▸ RECORD EXCERPTS:
++++++++

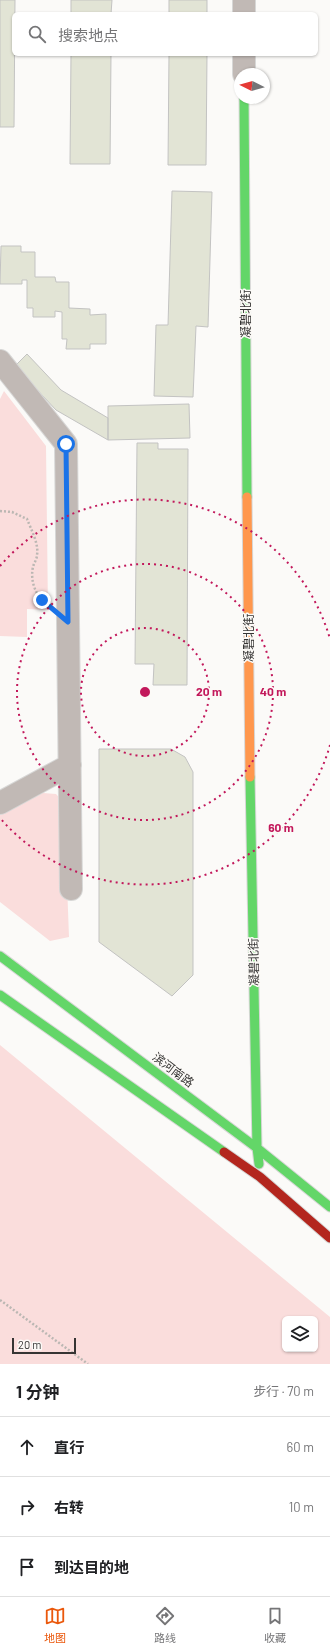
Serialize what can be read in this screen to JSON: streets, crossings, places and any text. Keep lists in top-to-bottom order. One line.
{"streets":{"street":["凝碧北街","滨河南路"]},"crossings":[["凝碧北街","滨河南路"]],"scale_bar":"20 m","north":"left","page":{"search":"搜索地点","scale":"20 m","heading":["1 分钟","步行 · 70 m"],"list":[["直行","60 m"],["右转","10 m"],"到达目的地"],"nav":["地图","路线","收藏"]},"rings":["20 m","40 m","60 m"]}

++++++++

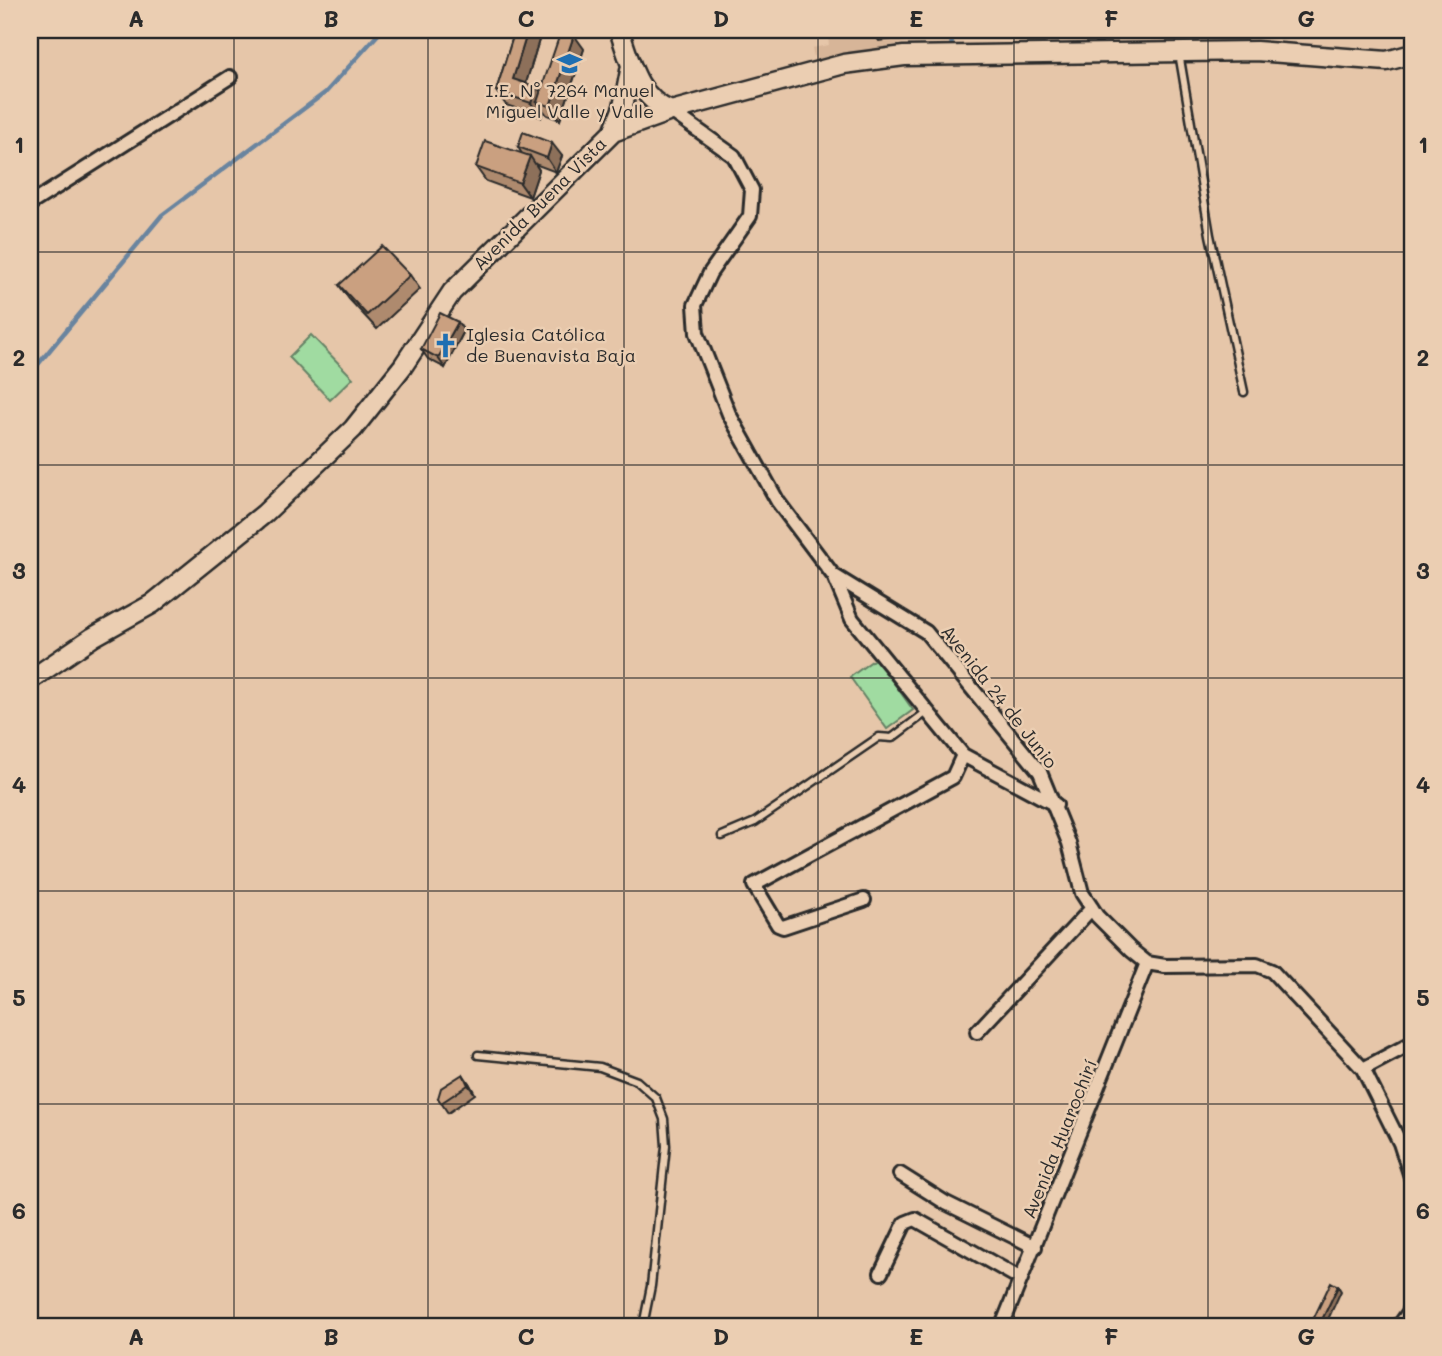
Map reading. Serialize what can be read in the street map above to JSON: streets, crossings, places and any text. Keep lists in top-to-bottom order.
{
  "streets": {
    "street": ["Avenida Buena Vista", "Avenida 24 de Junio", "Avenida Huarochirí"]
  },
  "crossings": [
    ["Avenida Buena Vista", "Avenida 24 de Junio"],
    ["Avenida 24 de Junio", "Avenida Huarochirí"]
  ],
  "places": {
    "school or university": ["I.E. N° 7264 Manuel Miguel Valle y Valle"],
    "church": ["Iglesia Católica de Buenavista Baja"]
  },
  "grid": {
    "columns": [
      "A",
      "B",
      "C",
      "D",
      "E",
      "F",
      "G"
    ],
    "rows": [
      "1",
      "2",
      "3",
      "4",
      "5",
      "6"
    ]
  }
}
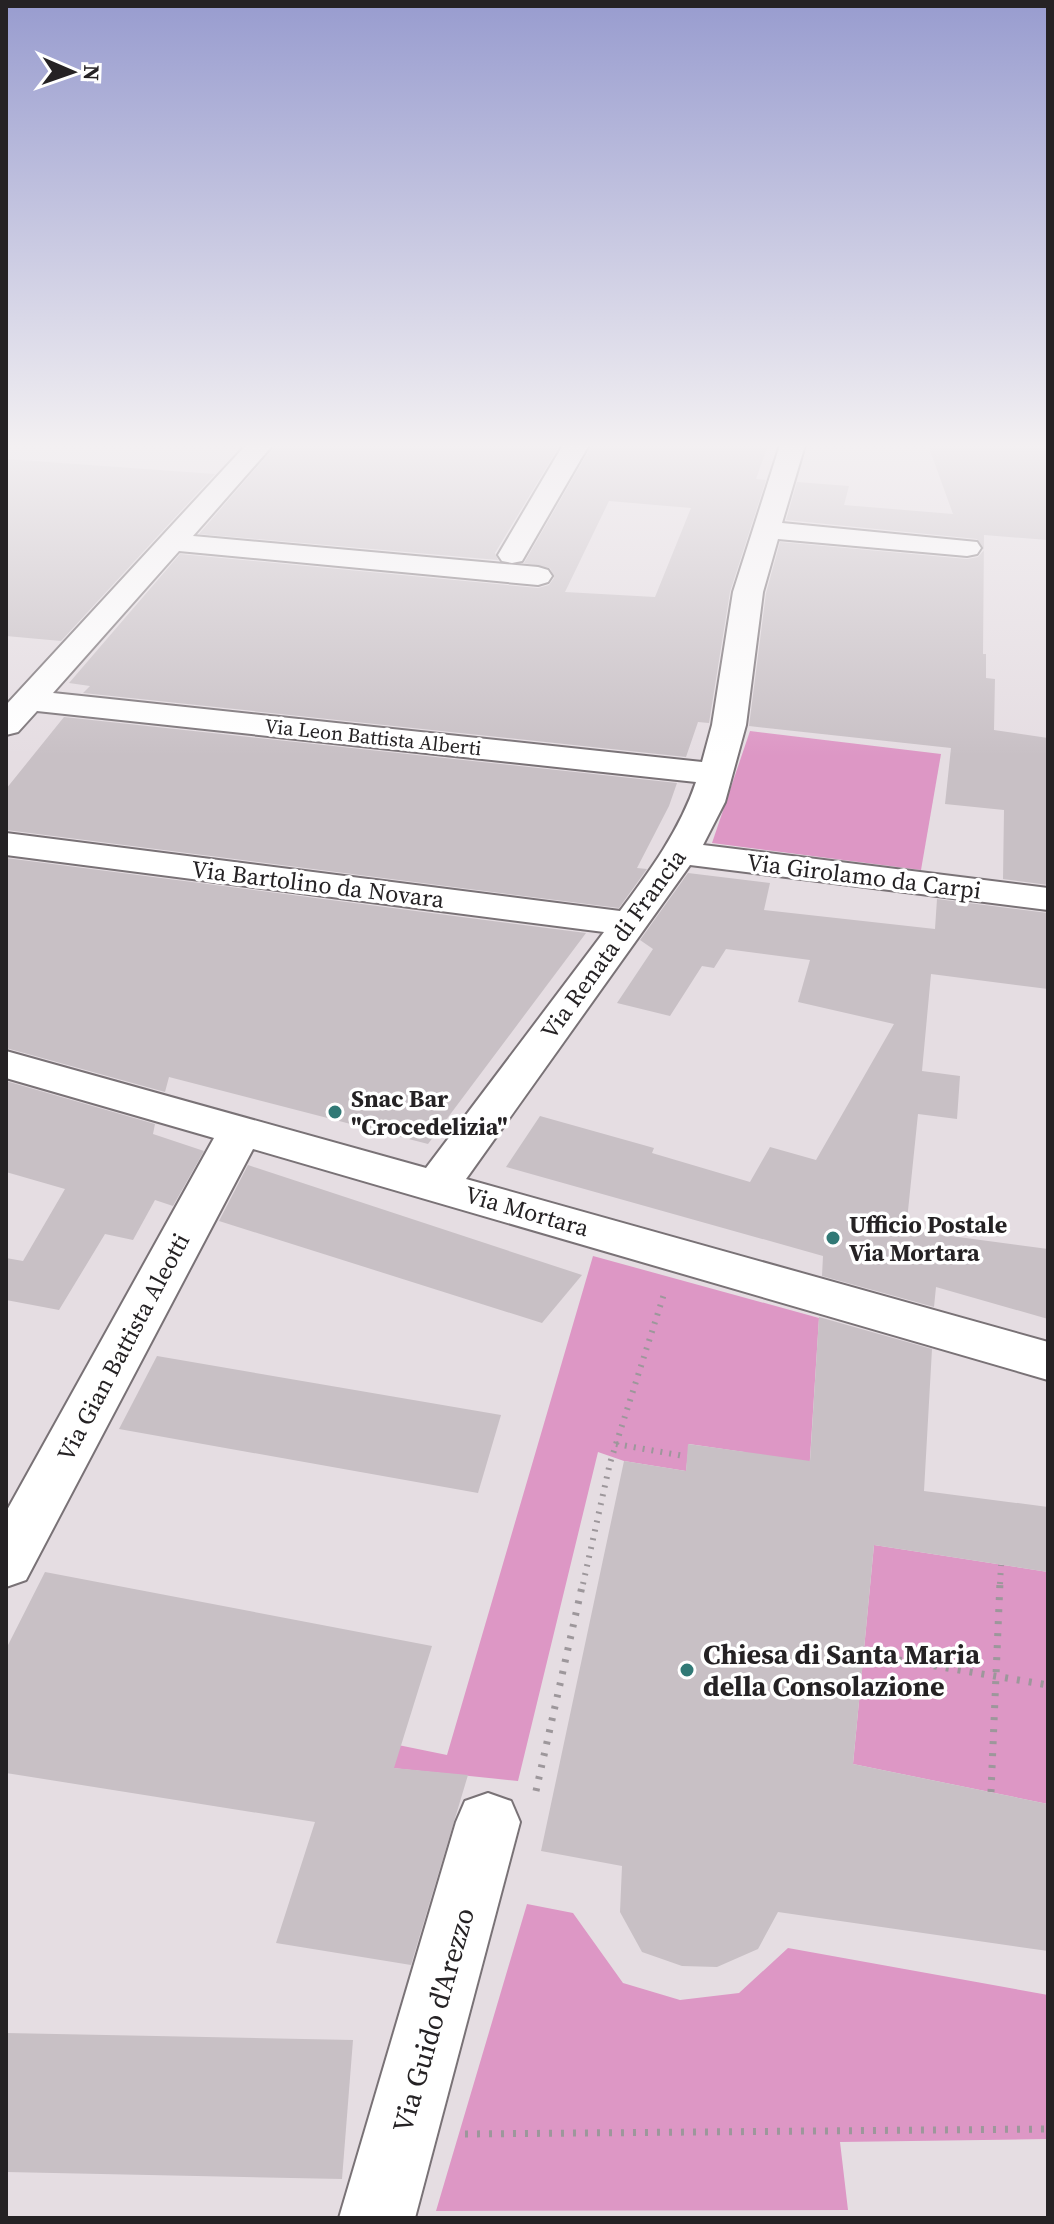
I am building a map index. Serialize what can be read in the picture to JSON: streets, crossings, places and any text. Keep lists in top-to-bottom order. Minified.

++++++++

▸ EXERCISE INSTRUCTIONS:
Leaving every picture aside, reproduce exactly the lines above from the one with "Map reading. Serialize" up to and including the one with "I am building", and no others.

▸ ANSWER TO THE EXERCISE:
Map reading. Serialize what can be read in the street map above to JSON: streets, crossings, places and any text. Keep lists in top-to-bottom order.
{
  "streets": {
    "street": ["Avenida Buena Vista", "Avenida 24 de Junio", "Avenida Huarochirí"]
  },
  "crossings": [
    ["Avenida Buena Vista", "Avenida 24 de Junio"],
    ["Avenida 24 de Junio", "Avenida Huarochirí"]
  ],
  "places": {
    "school or university": ["I.E. N° 7264 Manuel Miguel Valle y Valle"],
    "church": ["Iglesia Católica de Buenavista Baja"]
  },
  "grid": {
    "columns": [
      "A",
      "B",
      "C",
      "D",
      "E",
      "F",
      "G"
    ],
    "rows": [
      "1",
      "2",
      "3",
      "4",
      "5",
      "6"
    ]
  }
}
I am building a map index. Serialize what can be read in the picture to JSON: streets, crossings, places and any text. Keep lists in top-to-bottom order. Minified.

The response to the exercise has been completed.